The big difficulty for Northern Ireland is that so much of the Good Friday Agreement that ushered in the formal peace and joint Protestant/Catholic rule of the province was built on fudge, "a working misunderstanding", as one commentator has shrewdly put it. This enables both sides to believe the Agreement best serves their political agenda, which suggests that both sides are reading things into it which are not quite there. The longer time passes from the euphoria of the Agreement and the success of the twin referenda in voting support for it, the more those that disagree with it are able to build a plausible public case for its self-evident weaknesses.

The political agendas of the two sides are irreconcilable for one fundamental reason. The Protestants, who make up 60% of the North and who control most of northern industry and commerce, want to remain part of the United Kingdom and the Catholics want to join up as part of independent Eire to the south. The Good Friday Agreement which attempts to provide the Catholics with equitable political representation and a minority share of the offices of state is seen by a majority (albeit a slim one) of the Protestants as the basis for a good permanent solution. The nationists on the Catholic side see it only as a stepping-stone to a united Ireland.

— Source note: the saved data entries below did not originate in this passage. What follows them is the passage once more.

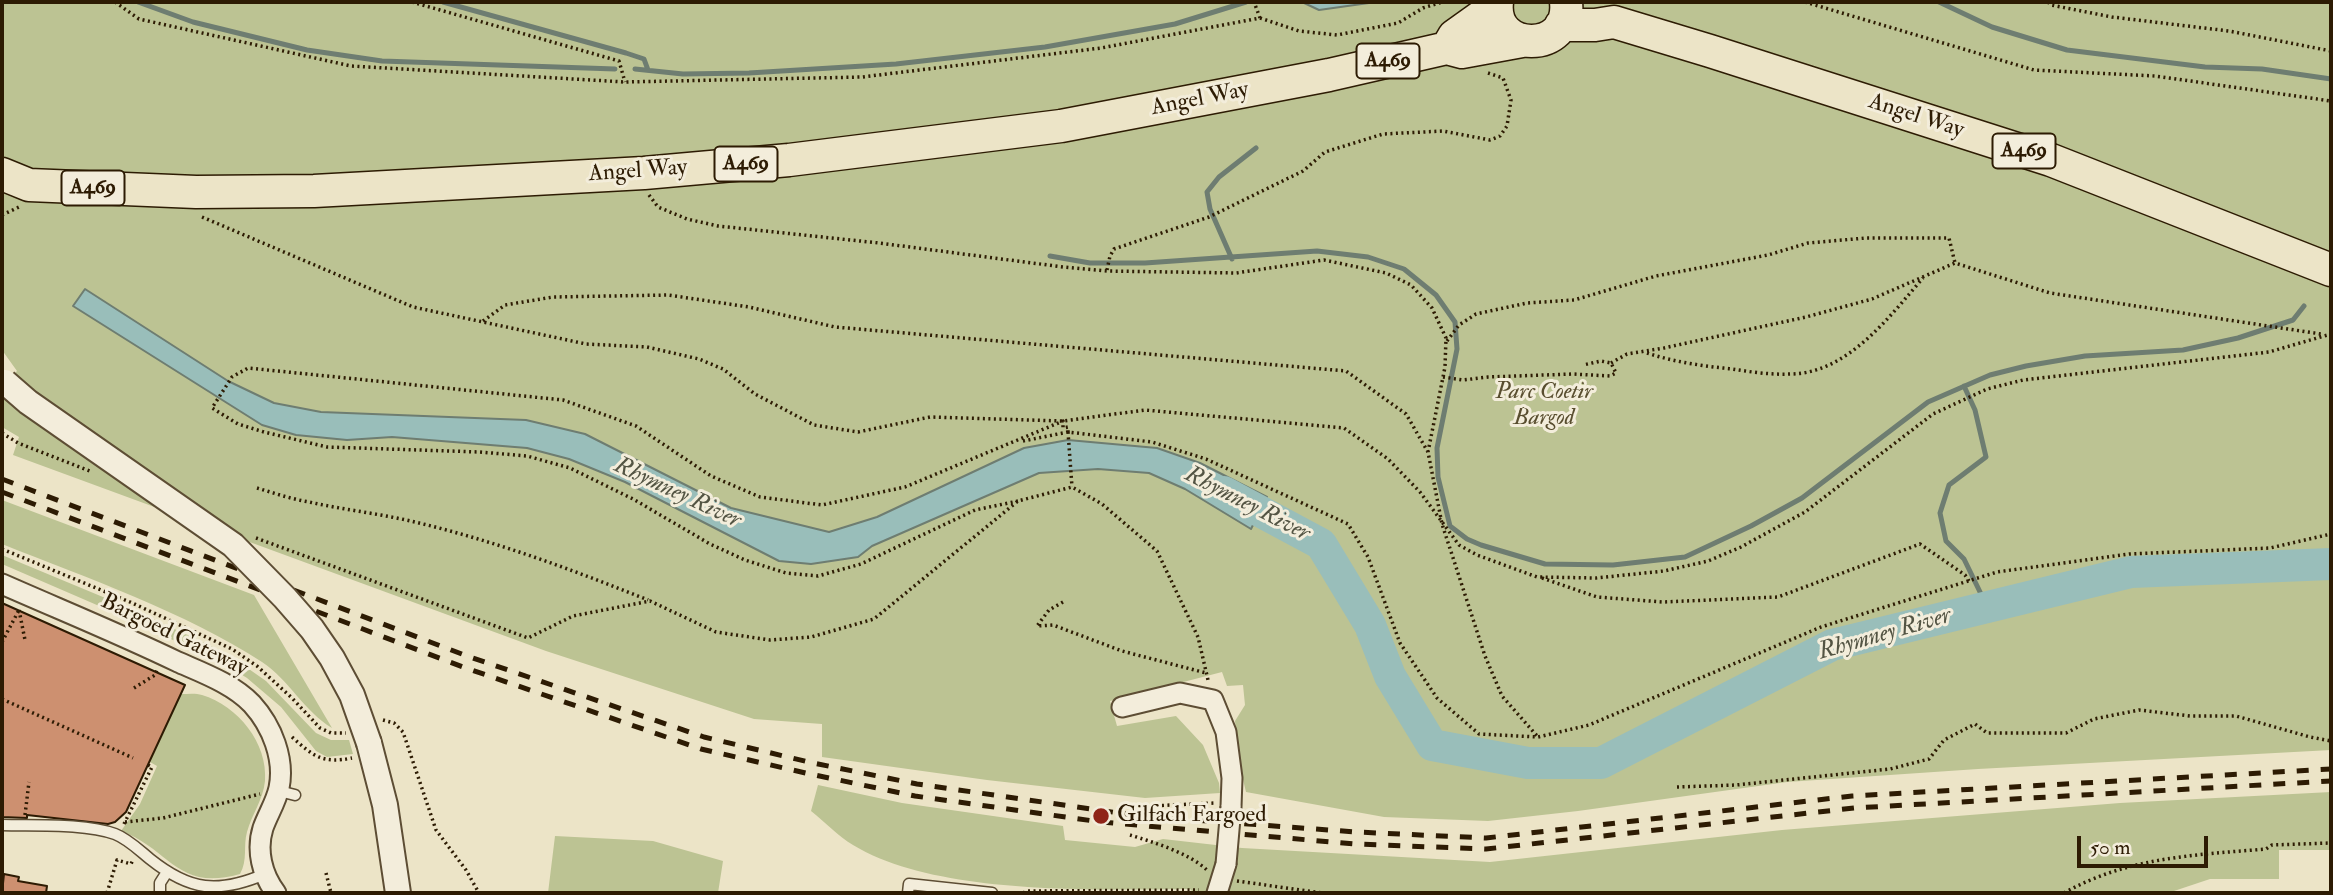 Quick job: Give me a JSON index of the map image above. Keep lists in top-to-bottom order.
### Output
{
  "streets": {
    "main road": ["A469", "Angel Way"],
    "street": ["Bargoed Gateway"]
  },
  "crossings": [
    ["A469", "Angel Way"]
  ],
  "water": ["Rhymney River"],
  "parks": ["Parc Coetir Bargod"],
  "places": ["Gilfach Fargoed"],
  "scale_bar": "50 m"
}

But one achievement of the negotiations is that now neither side feels trapped in the old political forms. The government of Eire won a referendum in 1998 that renounced the south's constitutional claim to sovereignty over the north. And the Protestants have declared themselves willing to be party to all-Ireland institutions in which Britain and Eire have an equal say in making policy. This opens the doors to voluntary change rather than coerced change although it doesn't alter the fact that the two sides want two diametrically opposed things.

Yet long before we get to testing how far the nationalists can push the Protestants towards devolving increasing amounts of power to cross border institutions a modus vivendi has to be found on the outstanding issues of the make up of the overwhelmingly Protestant police and on the withdrawal of the British army. Clearly, the very fact that Sinn Fein/IRA have made this week concrete promises about getting rid of their arms and explosives caches suggests they are now much happier with the promises on these issues now made by Prime Minister Tony Blair in his demarche with the Irish Prime Minister Bertie Ahern.

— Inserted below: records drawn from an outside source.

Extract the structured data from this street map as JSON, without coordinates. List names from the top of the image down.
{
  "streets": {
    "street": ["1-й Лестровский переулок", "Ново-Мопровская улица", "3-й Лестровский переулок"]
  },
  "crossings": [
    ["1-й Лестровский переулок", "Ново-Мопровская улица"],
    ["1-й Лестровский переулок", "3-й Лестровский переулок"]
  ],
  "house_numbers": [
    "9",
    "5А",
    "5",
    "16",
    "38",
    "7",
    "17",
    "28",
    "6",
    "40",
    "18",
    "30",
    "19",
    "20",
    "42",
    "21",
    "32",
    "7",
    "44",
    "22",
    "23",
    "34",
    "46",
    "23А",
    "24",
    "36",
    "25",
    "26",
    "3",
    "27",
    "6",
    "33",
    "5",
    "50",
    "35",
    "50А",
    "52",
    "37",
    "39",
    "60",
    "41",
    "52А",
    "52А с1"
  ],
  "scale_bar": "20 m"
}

Yet, whatever the politicians promise, reality will be governed by the levels of violence that accompany yet another provocative Protestant Orange Order march and by the number of times a dissident IRA faction let off a bomb and Protestant militias move to retaliate. Optimists will argue that having come so far the present Sinn Fein and Unionist leadership is skilled enough to defuse whatever tensions may arise. Pessimists will point to the rising electoral strength of the extremists and the province's unfailing ability to produce a continuous supply of young militants and street thugs on both sides who are constitutionally unable to miss a chance to confront the other side.

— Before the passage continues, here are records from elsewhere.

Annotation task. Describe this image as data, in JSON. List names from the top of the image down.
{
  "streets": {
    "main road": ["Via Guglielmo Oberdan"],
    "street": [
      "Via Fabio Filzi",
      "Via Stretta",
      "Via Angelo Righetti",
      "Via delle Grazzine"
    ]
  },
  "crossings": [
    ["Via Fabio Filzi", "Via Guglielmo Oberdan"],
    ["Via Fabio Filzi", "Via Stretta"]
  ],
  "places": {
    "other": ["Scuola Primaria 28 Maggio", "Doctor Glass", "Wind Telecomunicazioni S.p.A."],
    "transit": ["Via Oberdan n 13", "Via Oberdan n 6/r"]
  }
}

Right now the optimists have the upper hand. Before the 1994 IRA cease-fire Unionists would not be seen standing in the same room as Sinn Fein members. These days they sit at the same table and decide government policy together. What will keep them there is hope for the future. While the mainstream Protestants will never concede ground on a united Ireland they will probably be kept reasonably happy if their majority stays intact (which means watching the birth rate) and if there is continuing peace. Sinn Fein, for its part, will probably abjure the temptations of violence if the cross-border institutions function reasonably well and if they continue both in the north and the south to up their proportion of the vote at election time.

Yet at bottom all this is fudge and more fudge. It will be interesting to see, after there are another few years of relative peace and a culture of non-violence has taken deeper root, how they will take care of their fundamental and unresolved differences.